= Beginning of Section =
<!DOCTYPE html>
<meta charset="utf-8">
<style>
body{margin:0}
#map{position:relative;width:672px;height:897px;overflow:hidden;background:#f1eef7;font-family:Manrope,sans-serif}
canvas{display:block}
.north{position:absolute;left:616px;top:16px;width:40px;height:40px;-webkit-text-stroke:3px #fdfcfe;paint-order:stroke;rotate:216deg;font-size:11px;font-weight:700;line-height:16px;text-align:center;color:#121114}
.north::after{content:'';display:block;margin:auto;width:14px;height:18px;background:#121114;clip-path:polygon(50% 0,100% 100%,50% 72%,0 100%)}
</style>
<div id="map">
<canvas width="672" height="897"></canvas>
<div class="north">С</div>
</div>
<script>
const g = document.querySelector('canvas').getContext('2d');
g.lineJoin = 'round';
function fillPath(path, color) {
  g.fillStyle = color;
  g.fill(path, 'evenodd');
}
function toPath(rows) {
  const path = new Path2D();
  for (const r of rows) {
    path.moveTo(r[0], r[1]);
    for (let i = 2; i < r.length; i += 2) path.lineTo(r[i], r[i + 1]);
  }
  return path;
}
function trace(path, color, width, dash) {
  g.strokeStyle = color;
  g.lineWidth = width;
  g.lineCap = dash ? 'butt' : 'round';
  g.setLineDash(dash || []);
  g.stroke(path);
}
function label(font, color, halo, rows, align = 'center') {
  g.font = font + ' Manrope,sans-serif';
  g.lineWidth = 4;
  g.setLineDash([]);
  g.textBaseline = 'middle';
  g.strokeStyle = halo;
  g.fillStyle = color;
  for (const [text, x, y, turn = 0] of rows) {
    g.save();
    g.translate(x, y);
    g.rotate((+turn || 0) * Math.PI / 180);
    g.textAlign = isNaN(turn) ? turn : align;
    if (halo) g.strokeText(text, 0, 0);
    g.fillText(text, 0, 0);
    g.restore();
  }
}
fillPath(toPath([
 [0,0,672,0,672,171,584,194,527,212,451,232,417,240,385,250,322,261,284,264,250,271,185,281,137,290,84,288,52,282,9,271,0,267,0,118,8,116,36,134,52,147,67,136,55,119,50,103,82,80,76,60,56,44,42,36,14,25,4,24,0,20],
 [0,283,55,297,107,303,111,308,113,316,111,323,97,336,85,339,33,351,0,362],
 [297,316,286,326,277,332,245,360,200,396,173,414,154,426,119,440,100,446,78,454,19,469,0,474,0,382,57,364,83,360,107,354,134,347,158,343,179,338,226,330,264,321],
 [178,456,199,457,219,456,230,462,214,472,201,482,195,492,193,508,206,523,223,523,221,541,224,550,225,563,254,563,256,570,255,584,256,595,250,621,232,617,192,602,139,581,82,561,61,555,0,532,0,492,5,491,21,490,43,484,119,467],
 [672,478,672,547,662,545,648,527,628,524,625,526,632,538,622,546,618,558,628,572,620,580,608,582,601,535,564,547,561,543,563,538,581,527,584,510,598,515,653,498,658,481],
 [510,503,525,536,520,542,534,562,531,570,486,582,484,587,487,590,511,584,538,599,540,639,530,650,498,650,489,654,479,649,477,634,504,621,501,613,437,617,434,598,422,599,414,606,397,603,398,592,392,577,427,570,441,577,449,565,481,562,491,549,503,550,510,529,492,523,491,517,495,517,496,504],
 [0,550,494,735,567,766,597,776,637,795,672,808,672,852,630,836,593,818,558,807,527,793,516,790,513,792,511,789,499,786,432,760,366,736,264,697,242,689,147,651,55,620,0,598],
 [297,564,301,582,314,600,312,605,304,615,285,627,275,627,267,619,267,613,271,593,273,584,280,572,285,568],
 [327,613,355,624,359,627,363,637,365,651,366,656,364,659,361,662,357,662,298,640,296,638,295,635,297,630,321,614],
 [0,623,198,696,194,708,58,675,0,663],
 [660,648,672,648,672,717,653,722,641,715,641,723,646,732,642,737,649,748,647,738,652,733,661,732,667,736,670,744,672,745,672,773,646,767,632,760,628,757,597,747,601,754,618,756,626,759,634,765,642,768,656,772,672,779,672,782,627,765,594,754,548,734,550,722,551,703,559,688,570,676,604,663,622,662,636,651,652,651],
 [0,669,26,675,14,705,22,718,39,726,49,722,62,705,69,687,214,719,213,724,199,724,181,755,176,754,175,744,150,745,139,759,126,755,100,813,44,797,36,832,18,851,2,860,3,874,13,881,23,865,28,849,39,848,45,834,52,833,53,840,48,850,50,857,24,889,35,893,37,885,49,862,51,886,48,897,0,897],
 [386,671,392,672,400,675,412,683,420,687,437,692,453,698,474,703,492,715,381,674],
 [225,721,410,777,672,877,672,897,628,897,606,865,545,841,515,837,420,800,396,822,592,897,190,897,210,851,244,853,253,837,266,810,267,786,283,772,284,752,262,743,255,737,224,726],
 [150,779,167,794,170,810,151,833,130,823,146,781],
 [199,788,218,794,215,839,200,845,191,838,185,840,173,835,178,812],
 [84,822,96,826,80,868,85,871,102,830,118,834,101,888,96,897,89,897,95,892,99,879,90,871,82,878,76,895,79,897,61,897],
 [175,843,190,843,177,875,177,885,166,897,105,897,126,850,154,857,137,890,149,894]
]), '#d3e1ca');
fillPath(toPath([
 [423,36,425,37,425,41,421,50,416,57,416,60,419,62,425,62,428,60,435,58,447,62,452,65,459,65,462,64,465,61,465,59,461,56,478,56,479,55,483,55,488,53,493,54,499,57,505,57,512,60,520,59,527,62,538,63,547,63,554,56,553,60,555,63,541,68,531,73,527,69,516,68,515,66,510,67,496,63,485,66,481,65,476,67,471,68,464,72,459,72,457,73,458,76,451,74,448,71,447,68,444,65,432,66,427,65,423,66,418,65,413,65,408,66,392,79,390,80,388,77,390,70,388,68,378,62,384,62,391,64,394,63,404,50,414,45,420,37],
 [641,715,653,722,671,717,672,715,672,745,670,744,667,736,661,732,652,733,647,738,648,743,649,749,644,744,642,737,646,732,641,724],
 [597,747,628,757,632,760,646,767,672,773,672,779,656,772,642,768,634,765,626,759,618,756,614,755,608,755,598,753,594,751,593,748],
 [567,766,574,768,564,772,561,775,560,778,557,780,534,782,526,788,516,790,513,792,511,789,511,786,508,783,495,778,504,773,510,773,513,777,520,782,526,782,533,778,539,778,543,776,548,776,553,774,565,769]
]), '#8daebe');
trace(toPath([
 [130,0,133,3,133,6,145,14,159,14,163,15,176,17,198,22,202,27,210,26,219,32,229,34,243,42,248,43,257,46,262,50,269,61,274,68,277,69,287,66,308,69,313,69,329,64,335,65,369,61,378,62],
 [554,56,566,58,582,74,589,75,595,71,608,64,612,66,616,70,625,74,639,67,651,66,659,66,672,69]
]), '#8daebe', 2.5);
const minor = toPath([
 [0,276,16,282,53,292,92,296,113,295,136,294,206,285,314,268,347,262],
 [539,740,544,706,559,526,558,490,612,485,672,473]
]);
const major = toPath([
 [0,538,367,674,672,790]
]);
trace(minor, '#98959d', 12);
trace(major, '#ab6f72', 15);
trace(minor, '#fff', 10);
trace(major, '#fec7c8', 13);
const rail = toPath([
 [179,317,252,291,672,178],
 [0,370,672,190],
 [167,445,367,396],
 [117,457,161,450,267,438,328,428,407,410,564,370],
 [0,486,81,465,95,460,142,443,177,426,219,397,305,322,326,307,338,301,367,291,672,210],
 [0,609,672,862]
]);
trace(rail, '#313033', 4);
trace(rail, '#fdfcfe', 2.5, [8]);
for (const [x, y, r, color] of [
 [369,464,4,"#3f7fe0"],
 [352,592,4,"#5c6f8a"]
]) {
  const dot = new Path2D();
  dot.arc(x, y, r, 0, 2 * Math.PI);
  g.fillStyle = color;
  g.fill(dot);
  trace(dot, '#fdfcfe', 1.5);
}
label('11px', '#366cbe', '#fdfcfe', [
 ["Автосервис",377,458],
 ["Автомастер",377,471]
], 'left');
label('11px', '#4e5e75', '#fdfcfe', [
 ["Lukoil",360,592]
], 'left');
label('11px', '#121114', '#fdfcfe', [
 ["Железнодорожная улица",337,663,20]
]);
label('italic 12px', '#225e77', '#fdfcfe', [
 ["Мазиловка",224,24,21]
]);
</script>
= End of Section =
TASK ITEM.
Scan the material for the string "minor". Copy each line where it appears.

SOLUTION TO THIS PROBLEM.
const minor = toPath([
trace(minor, '#98959d', 12);
trace(minor, '#fff', 10);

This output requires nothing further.